The sky is not falling for freight brokers.
A lot of the noise around the Supreme Court's ruling in Montgomery v. Caribe Transport is being driven by tech vendors selling a new product and brokers who weren't doing the work to begin with.
The Court ruled 9-0 that brokers have a duty of reasonable care when selecting carriers. State-law negligent hiring claims are now in play nationwide. Worth noting: in 44 states, brokers were already exposed to these claims. The ruling closed the gap in six. If you were already operating to a defensible standard, not much changes.
The more interesting story is on the shipper side.
For shippers, this opens a real question: where does liability actually sit on your freight today, and where do you want it to sit?
Using a broker can create distance between you and the carrier selection decision. When a shipper books carriers directly, the selection is theirs. When a broker books the carrier, the proximate cause of a bad selection lives with the broker. Not absolute insulation, but a meaningful shift in where the exposure lands.
That protection only works if the broker does the work. A broker without a written carrier selection policy doesn't shield you from anything. They just add a layer. The shippers who actually benefit from this ruling are the ones working with brokers who can show their vetting process in writing and carry contingent broker liability insurance to back it up.
Conditional carriers are now a real risk. The Court pointed to the carrier's conditional safety rating five times in the opinion. Brokers who book conditional carriers without a clear, documented reason are taking on exposure that gets passed back to the shipper when something goes wrong. Real vetting (identity validation, CDL tenure, English proficiency, ongoing safety monitoring) is not optional anymore.
Asset capacity is a hedge. When the spot market is the only option, vetting standards get tested. Carriers with owned trucks reduce the number of selection decisions that have to happen under pressure.

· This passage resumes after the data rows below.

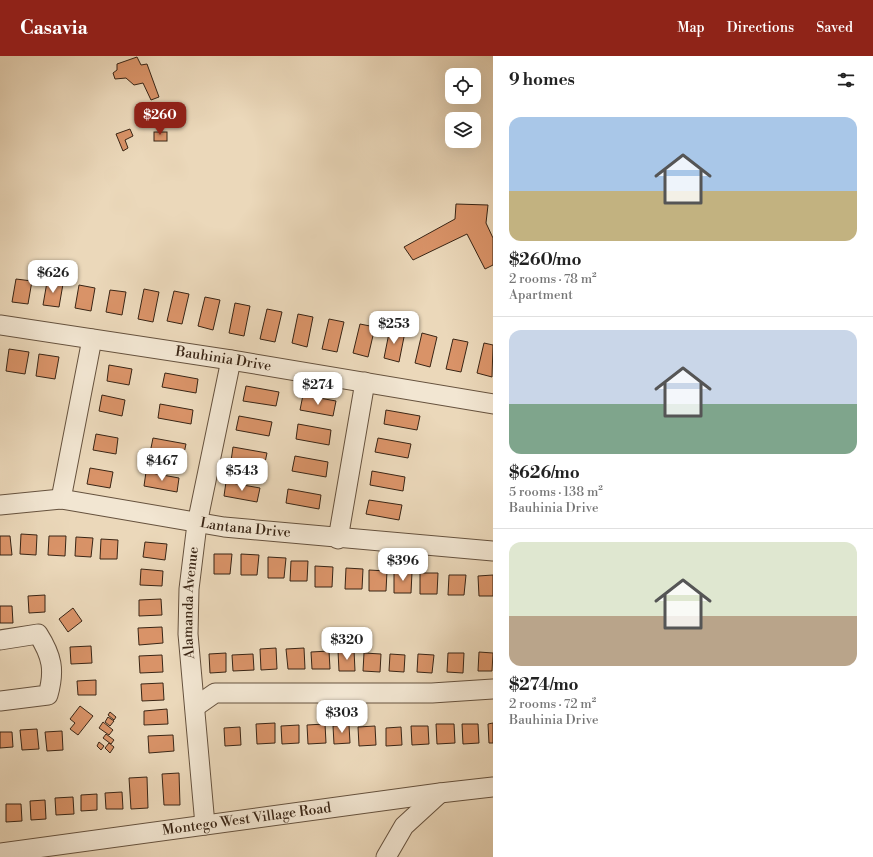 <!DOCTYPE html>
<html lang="en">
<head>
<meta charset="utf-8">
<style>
  :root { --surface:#fff; --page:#f6f6f6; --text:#222; --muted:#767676; --line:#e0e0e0; --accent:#8f2418 }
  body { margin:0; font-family:"Libre Bodoni",serif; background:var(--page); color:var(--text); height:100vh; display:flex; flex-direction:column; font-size:15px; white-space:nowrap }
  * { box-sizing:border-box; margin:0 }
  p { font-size:13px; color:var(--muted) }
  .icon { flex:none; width:22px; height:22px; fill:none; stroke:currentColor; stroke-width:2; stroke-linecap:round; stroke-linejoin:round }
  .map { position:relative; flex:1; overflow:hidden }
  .sheet { display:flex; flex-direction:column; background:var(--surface); width:380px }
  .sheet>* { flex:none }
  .controls { position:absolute; left:445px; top:12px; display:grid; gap:8px }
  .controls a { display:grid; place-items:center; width:36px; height:36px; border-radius:8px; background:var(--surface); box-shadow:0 4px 16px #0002; font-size:20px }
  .price { position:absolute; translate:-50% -34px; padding:0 9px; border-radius:8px; background:#fff; color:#222; font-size:13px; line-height:26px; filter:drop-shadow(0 1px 2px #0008) }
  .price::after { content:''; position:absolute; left:50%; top:24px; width:12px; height:9px; margin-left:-6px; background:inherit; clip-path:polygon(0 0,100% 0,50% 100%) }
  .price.on { background:var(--accent); color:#fff }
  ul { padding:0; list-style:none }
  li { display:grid; align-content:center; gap:8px; height:212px; padding:0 16px }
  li+li { border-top:1px solid var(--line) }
  li span { display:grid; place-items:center; height:124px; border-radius:12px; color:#555 }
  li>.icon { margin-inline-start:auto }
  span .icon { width:72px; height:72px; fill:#fffc; stroke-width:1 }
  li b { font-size:17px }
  h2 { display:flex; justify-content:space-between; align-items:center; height:48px; padding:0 16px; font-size:17px }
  header { display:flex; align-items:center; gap:24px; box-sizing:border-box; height:56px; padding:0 20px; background:var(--accent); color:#fff }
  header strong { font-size:19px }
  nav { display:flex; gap:22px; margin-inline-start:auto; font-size:14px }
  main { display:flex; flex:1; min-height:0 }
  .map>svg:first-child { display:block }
  .building { fill:#d99368; stroke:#392515 }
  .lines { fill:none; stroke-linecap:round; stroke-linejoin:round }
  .minor-casing { stroke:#66523e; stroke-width:21 }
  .minor { stroke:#f2e6d2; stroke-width:19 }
  .labels { text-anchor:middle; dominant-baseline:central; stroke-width:4; stroke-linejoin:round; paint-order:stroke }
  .street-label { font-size:14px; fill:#392515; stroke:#f2e6d2 }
</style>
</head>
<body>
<header>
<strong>Casavia</strong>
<nav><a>Map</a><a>Directions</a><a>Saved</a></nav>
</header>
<main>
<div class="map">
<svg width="493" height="801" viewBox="0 0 493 801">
  <rect width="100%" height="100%" fill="#ebd8ba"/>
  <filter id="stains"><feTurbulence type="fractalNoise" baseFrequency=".005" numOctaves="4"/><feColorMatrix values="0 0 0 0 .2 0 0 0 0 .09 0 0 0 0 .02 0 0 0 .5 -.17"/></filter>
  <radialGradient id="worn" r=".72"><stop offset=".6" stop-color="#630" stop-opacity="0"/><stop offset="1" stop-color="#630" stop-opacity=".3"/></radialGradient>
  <g class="building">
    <polygon points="137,1 141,9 147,8 159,41 151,44 143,27 134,29 126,22 115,23 113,17 117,14 117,8"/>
    <polygon points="130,73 133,80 125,84 128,92 123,95 116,78"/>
    <rect x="154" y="76" width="13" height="9"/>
    <polygon points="456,148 488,149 486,167 493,182 493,209 485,213 467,178 413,204 404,191 455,163"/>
    <polygon points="16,223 32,225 28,248 12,246"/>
    <polygon points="47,226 63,228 59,251 43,249"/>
    <polygon points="79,229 95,232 91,255 75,252"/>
    <polygon points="144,233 159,236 153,266 138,263"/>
    <polygon points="110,234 126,236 122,259 106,256"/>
    <polygon points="174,235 189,238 182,268 167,265"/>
    <polygon points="205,241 220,244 213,274 198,270"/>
    <polygon points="235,247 250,250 244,280 229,277"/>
    <polygon points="267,253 282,256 275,286 260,283"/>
    <polygon points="298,258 313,261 307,291 292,287"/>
    <polygon points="329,263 344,266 337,296 322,293"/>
    <polygon points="360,268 375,271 368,301 353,297"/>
    <polygon points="390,272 405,276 399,306 384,302"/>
    <polygon points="422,277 437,281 430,311 415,307"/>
    <polygon points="453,283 468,286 461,316 446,313"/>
    <polygon points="484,287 493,289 492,321 477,317"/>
    <polygon points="9,293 29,296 25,318 6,315"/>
    <polygon points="39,298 59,301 55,323 36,320"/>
    <polygon points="109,309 132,313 129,329 107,325"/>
    <polygon points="165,317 198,323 196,337 162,331"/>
    <polygon points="246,330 279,336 276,350 243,345"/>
    <polygon points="102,339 125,344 122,360 99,355"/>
    <polygon points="303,339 336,345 333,360 300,354"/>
    <polygon points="160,348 193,354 191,368 158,362"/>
    <polygon points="386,354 420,360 417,374 384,368"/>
    <polygon points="239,360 272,366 269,380 236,374"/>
    <polygon points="298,368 331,374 329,389 296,383"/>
    <polygon points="96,378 118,382 116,398 93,394"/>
    <polygon points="153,382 186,388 183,402 150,397"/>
    <polygon points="378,382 411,388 408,402 375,396"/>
    <polygon points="233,391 267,397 264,411 231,405"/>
    <polygon points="295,400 328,406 326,421 292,415"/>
    <polygon points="90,412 113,416 110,432 87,428"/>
    <polygon points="372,415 405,421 403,435 370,429"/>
    <polygon points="146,416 179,422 177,436 144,430"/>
    <polygon points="226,426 260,432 257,446 224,440"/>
    <polygon points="288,433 321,439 319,453 286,447"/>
    <polygon points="369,444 402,449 399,464 366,458"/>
    <polygon points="21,478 37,479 36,499 20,498"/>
    <polygon points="0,480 10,480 12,499 0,499"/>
    <polygon points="49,480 66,480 65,500 48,499"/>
    <polygon points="76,481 93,482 91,501 75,500"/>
    <polygon points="101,483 118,484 117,503 100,503"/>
    <polygon points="145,486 167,488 165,504 143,501"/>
    <polygon points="214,498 232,498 230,518 214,518"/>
    <polygon points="241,498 259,499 257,519 241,519"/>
    <polygon points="268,501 286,502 284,522 268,522"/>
    <polygon points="291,505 308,505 307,525 290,525"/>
    <polygon points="315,510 333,511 332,531 315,531"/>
    <polygon points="346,512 363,513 362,533 345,533"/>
    <polygon points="141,513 163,515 162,530 140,529"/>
    <polygon points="369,514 387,515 386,535 369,535"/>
    <polygon points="394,516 412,516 411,537 394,537"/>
    <polygon points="420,517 438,517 437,538 420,538"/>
    <polygon points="449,519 466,519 464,539 448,539"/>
    <polygon points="493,519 493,540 479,540 478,520"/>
    <polygon points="45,539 45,556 29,557 28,540"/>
    <polygon points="161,543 162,559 139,560 139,544"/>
    <polygon points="0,550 12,550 13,567 0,567"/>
    <polygon points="73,552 82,565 68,576 59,563"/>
    <polygon points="162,571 163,587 139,589 138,572"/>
    <polygon points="91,590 92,607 71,608 70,591"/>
    <polygon points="276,592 277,613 261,614 260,593"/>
    <polygon points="304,592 305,613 288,613 286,593"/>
    <polygon points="354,594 355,615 339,615 338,595"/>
    <polygon points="329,595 330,613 312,613 311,596"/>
    <polygon points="479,596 493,597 492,615 478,615"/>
    <polygon points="226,597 226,616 210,617 209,598"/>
    <polygon points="364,597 381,598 380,616 363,615"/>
    <polygon points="448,597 464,597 463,617 447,616"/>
    <polygon points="253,598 254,614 233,615 232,599"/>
    <polygon points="390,598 405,599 404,616 389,615"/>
    <polygon points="418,598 434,599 432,617 417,616"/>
    <polygon points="162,599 163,616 140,617 139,600"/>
    <polygon points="96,624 96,639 78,639 77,625"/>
    <polygon points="163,627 164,644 142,645 141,628"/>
    <polygon points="80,650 93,660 78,679 70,673 75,667 70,663"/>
    <polygon points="167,653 168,668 144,669 144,655"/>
    <polygon points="110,656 116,661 114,664 108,659"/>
    <polygon points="108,661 114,665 110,670 105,666"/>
    <polygon points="103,666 113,674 109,679 99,672"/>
    <polygon points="275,667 275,687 257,688 256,668"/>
    <polygon points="493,667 493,687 489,687 488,668"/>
    <polygon points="325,668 326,687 308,688 307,669"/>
    <polygon points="436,668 454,668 455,687 437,688"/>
    <polygon points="462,668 478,668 479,687 463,688"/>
    <polygon points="299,669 299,687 282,688 281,670"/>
    <polygon points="349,669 350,687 334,688 333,670"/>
    <polygon points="375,670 376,689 359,690 358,671"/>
    <polygon points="411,670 428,670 429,688 412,689"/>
    <polygon points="240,671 241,689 225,690 224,672"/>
    <polygon points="401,671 402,689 386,690 386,672"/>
    <polygon points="37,673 39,693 22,694 20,674"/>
    <polygon points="62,675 63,694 47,695 45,676"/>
    <polygon points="0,676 12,676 13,691 0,692"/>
    <polygon points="106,678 114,684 111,688 103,682"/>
    <polygon points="173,679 174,695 149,697 148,680"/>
    <polygon points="99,686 104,690 101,694 97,690"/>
    <polygon points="109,687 114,691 110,697 105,692"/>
    <polygon points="179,717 180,749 164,749 162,718"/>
    <polygon points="147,721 148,752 131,753 129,722"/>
    <polygon points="122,736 123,753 106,753 105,737"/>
    <polygon points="97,738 97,754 81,755 81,739"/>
    <polygon points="73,741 74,758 56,759 55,742"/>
    <polygon points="45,744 46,763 31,764 30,745"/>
    <polygon points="6,748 21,748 22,765 6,766"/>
  </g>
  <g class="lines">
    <defs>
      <g id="minor">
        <path id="s1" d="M 0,269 L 231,304 L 493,348"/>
        <polyline points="61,443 92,283"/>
        <path id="s2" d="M 0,449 L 61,443 L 224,471 L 493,495"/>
        <polyline points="338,483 365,326"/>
        <path d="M 0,584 L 38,578 C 52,600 55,614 48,639 L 0,645"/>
        <polyline points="195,651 215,637 432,637 493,633"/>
        <path id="s3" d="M 205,769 L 188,578 L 189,533 L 197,468 L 231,304"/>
        <path id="s4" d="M 0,797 L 440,737 L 493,731"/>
        <polyline points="386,801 404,770 440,737"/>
      </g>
    </defs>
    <use href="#minor" class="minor-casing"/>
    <use href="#minor" class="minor"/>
  </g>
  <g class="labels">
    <g class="street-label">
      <text stroke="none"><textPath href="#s1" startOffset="226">Bauhinia Drive</textPath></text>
      <text stroke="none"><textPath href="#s2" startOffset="248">Lantana Drive</textPath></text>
      <text stroke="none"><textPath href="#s3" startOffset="223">Alamanda Avenue</textPath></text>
      <text stroke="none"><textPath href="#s4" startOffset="249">Montego West Village Road</textPath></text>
    </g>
  </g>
  <rect width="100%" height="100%" filter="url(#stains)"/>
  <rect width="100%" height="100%" fill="url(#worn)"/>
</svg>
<div class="controls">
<a><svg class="icon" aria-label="locate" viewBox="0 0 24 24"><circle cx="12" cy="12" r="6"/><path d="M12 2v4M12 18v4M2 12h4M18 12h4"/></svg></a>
<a><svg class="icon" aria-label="layers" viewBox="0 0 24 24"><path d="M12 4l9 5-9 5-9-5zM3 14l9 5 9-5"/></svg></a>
</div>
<b class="price on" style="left:160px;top:80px">$260</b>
<b class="price" style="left:53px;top:238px">$626</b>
<b class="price" style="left:394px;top:289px">$253</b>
<b class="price" style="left:318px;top:350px">$274</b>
<b class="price" style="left:162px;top:426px">$467</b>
<b class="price" style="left:242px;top:436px">$543</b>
<b class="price" style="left:403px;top:526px">$396</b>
<b class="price" style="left:347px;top:605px">$320</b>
<b class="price" style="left:342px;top:678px">$303</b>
</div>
<section class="sheet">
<h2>9 homes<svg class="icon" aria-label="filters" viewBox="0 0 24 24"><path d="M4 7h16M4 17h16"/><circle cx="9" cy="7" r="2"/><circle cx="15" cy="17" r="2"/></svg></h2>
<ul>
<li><span style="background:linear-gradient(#a9c7e8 60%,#c2b280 0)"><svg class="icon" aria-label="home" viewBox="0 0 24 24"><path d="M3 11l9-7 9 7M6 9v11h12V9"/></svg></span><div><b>$260/mo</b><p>2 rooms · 78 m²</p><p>Apartment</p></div></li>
<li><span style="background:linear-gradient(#c9d6e8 60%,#7fa58c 0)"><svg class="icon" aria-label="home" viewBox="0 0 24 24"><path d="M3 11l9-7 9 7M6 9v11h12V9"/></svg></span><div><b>$626/mo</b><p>5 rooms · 138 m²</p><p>Bauhinia Drive</p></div></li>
<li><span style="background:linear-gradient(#dfe7d0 60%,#b9a48a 0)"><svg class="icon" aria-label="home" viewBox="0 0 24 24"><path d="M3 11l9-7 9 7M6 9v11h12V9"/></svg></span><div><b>$274/mo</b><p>2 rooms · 72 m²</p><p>Bauhinia Drive</p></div></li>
</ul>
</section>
</main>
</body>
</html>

Here is what that looks like in practice at Fresh Freight:
- No conditional carriers.
- No carriers without inspection history.
- No carriers exceeding thresholds in two or more BASIC categories.
- Safety letters issued to any carrier exceeding a threshold in one category.
- Real-time FMCSA rating updates integrated into our platforms, so a carrier's status is current at the moment of dispatch, not a snapshot from 60 days ago.
That is what a defensible standard looks like written down. A broker who can't produce something like it on request is not protecting you.
We built Fresh Freight around perishable freight. The carriers we trust are moving food with a shelf life and a temperature requirement. The standard was already high. The ruling did not change how we vet. It changed what that vetting is worth to our shippers.